On a separate note, with Damage Reduction being just "magic" and not +1, +2, etc. as it was in 3.0, and with magical enhancement to arrows and bows no longer stacking, does anyone feel the Arcane Archer is a bit...weaker now? Is it worth playing vs just sticking with base classes? I'm planning on taking mostly Ranger levels, with a level or 3 of Wizard if the spells are worth it for Imbue Arrow (but looking at the above list for 2nd level spells, ie. Shatter, I probably won't take more than 1 level of Wizard).

Thanks.

DrSpunj


----------



## gfunk (Oct 22, 2003)

DrSpunj said:
			
		

> If you instead interpret the ability to mean the standard cone originates from the arrow itself, then you have to make a judgement call about which direction the cone is oriented in (I'd assume away from the caster) and whether the effect is at all modified by actually shooting the arrow into an enemy or some other object.
> Lightning Bolt also poses an interesting puzzle. Does the arrow extend the length of the Lightning Bolt such that it starts at the caster and extends to the arrow several hundred feet away? Or does the 120' line defined in the Area entry mean that it originates from the arrow and goes 120'? (Again, I'd assume with the latter its direction would be away from the caster.)



I think your interpretation for both is correct. The spell would originate from the arrow and away from the caster.



> On a separate note, with Damage Reduction being just "magic" and not +1, +2, etc. as it was in 3.0, and with magical enhancement to arrows and bows no longer stacking, does anyone feel the Arcane Archer is a bit...weaker now? Is it worth playing vs just sticking with base classes? I'm planning on taking mostly Ranger levels, with a level or 3 of Wizard if the spells are worth it for Imbue Arrow (but looking at the above list for 2nd level spells, ie. Shatter, I probably won't take more than 1 level of Wizard).



Again, I believe you are correct. Arcane Archers just aren't as worthwile as 3.0. However, you seem to have taken a shine to the Imbue Arrow ability, so allow me to humbly suggest the following build.
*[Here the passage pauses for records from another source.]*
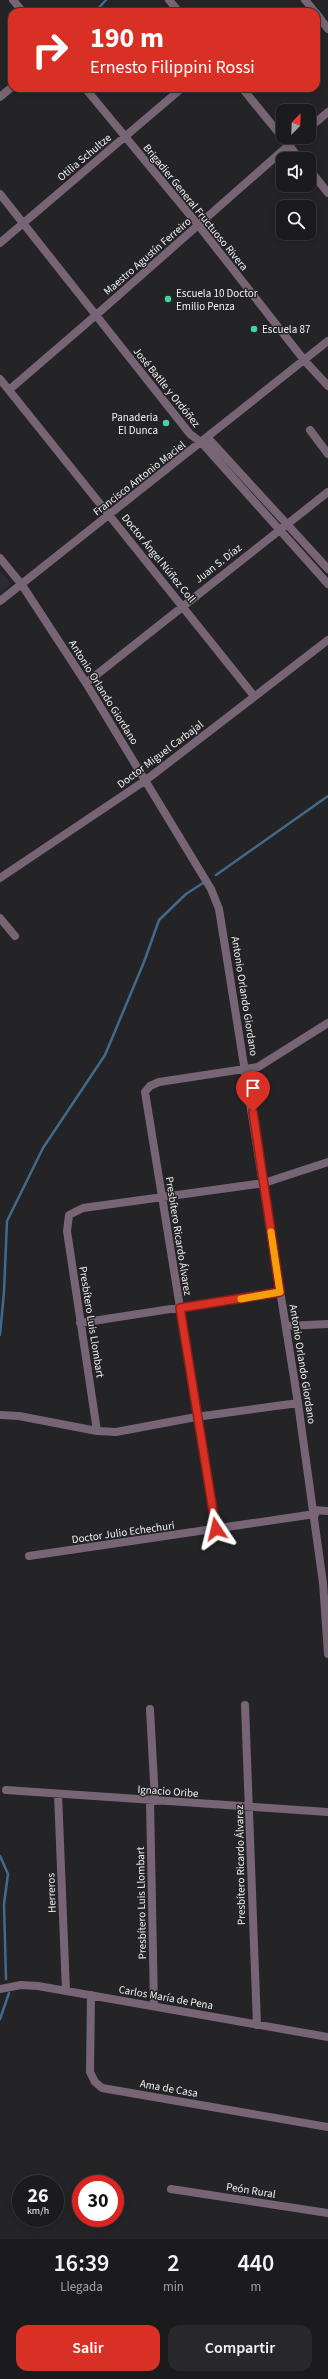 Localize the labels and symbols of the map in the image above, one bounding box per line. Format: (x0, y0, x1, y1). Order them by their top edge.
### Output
north arrow (276, 104, 316, 144)
street label: Otilia Schultze (54, 130, 115, 184)
street label: Brigadier General Fructuoso Rivera (140, 141, 251, 274)
street label: Maestro Agustín Ferreiro (100, 214, 194, 299)
place label: Escuela 10 Doctor Emilio Penza (176, 286, 258, 314)
marker: Escuela 10 Doctor Emilio Penza (163, 294, 173, 304)
place label: Escuela 87 (262, 322, 310, 337)
marker: Escuela 87 (249, 324, 259, 334)
street label: José Batlle y Ordóñez (130, 344, 204, 431)
place label: Panaderia El Dunca (112, 410, 158, 438)
marker: Panaderia El Dunca (161, 418, 171, 428)
street label: Francisco Antonio Maciel (90, 437, 189, 519)
street label: Doctor Ángel Núñez Coll (118, 511, 199, 606)
street label: Juan S. Díaz (192, 540, 245, 586)
street label: Antonio Orlando Giordano (65, 637, 142, 748)
street label: Doctor Miguel Carbajal (114, 717, 207, 792)
street label: Antonio Orlando Giordano (228, 935, 261, 1057)
pin (236, 1071, 270, 1112)
street label: Presbítero Ricardo Álvarez (162, 1176, 195, 1297)
street label: Presbítero Luis Llombart (75, 1265, 108, 1379)
street label: Antonio Orlando Giordano (286, 1303, 319, 1425)
position arrow (195, 1508, 237, 1550)
street label: Doctor Julio Echechuri (71, 1518, 175, 1547)
street label: Ignacio Oribe (137, 1782, 200, 1801)
street label: Presbítero Ricardo Álvarez (232, 1804, 249, 1925)
street label: Presbítero Luis Llombart (133, 1846, 150, 1959)
street label: Herreros (43, 1872, 60, 1913)
street label: Carlos María de Pena (117, 1982, 214, 2013)
street label: Ama de Casa (139, 2076, 199, 2101)
speed limit sign: 30 (72, 2175, 124, 2227)
street label: Peón Rural (225, 2179, 277, 2202) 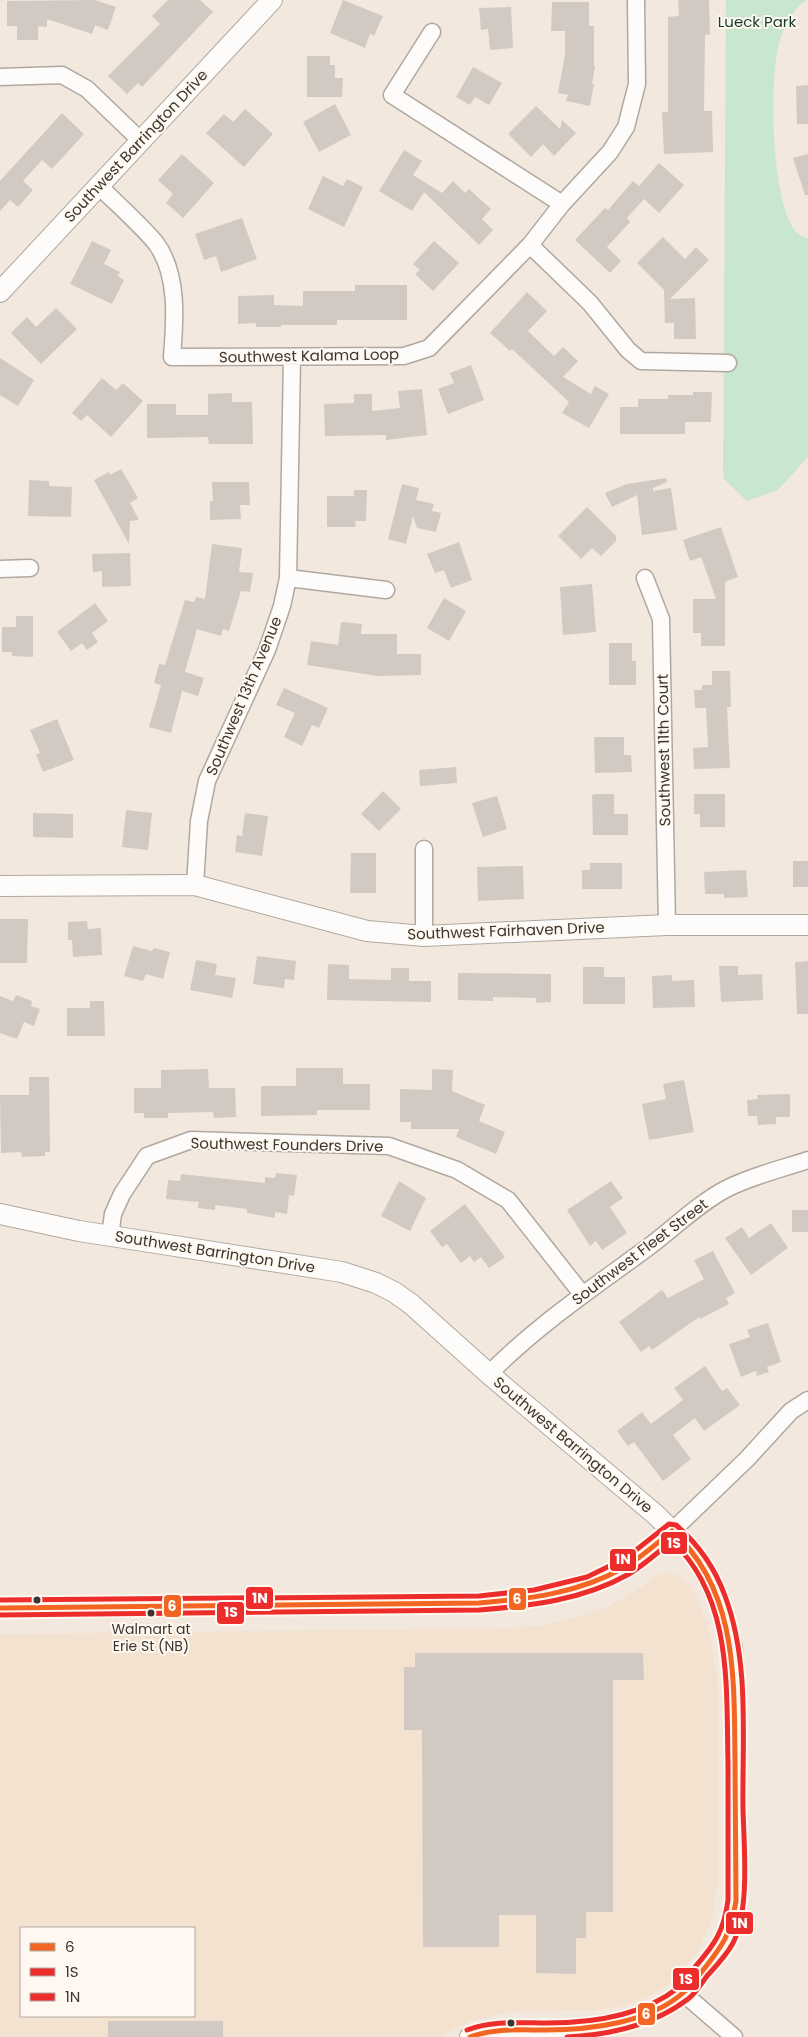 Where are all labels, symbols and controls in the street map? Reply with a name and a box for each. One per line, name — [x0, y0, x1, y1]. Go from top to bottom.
park label: Lueck Park — [718, 11, 796, 32]
street label: Southwest Barrington Drive — [59, 65, 212, 227]
street label: Southwest Kalama Loop — [219, 343, 399, 368]
street label: Southwest 13th Avenue — [200, 613, 287, 779]
street label: Southwest 11th Court — [652, 674, 675, 826]
street label: Southwest Fairhaven Drive — [407, 917, 605, 944]
street label: Southwest Founders Drive — [190, 1132, 384, 1157]
street label: Southwest Fleet Street — [567, 1194, 712, 1310]
street label: Southwest Barrington Drive — [114, 1225, 317, 1278]
street label: Southwest Barrington Drive — [489, 1372, 658, 1518]
line badge: 1S — [660, 1531, 688, 1555]
text: 1S — [667, 1533, 681, 1553]
line badge: 1N — [609, 1548, 637, 1572]
text: 1N — [615, 1549, 631, 1569]
line badge: 1N — [245, 1586, 274, 1610]
line badge: 6 — [508, 1587, 527, 1611]
text: 1N — [252, 1588, 268, 1608]
text: 6 — [513, 1589, 522, 1609]
line badge: 6 — [163, 1594, 182, 1618]
unlabelled marker — [32, 1595, 42, 1605]
text: 6 — [168, 1596, 177, 1616]
line badge: 1S — [216, 1601, 245, 1625]
text: 1S — [224, 1602, 238, 1622]
marker: Walmart at Erie St (NB) — [146, 1608, 156, 1618]
place label: Walmart at Erie St (NB) — [111, 1619, 191, 1656]
line badge: 1N — [725, 1911, 754, 1935]
text: 1N — [732, 1913, 748, 1933]
legend — [20, 1927, 195, 2017]
text: 6 — [65, 1936, 75, 1957]
text: 1S — [65, 1961, 79, 1982]
line badge: 1S — [672, 1967, 700, 1991]
text: 1S — [679, 1969, 693, 1989]
text: 1N — [65, 1986, 80, 2007]
line badge: 6 — [637, 2002, 656, 2026]
text: 6 — [642, 2004, 651, 2024]
unlabelled marker — [506, 2018, 516, 2028]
Wizard 8/Fighter 2/Arcane Archer 2/Eldritch Knight 8

BAB +16
Caster Level = 15

mmmmmm . . . imbue arrows with Horrid Wilting.


----------



## RigaMortus (Oct 22, 2003)

> _
> It takes a standard action to cast the spell and fire the arrow.
> _




So, since Sleep is now a full-round action to cast, does this mean you can fire off a Sleep spell with an Imbued Arrow with only a Standard Action?

If you have a spell Quickened, would this help you in anyway when firing off that Quickened spell in an Imbued Arrow?


----------



## Rackhir (Oct 22, 2003)

Basically, the question you need to ask is do you want to be a figher with some magic ability or a Mage with some fighting ability. An AA is kind of a poor compromise, to make many of the abilities useful you need caster levels, but those levels have to come out of either your AA levels or your fighter levels. So basically you can either be good at fighting or good at casting spells, with a much weaker secondary of the other. 

Note : The Arcane Archers can potentially become quite deadly at epic levels, if for no other reason than their arrow bonuses continue to increase. In the absence of an Epic GMW, that could mean that the AA is sometimes the only party member who can hit creatures with Epic DR. Though this may change with 3.5 as I've not seen anything on the Epic AA under 3.5. 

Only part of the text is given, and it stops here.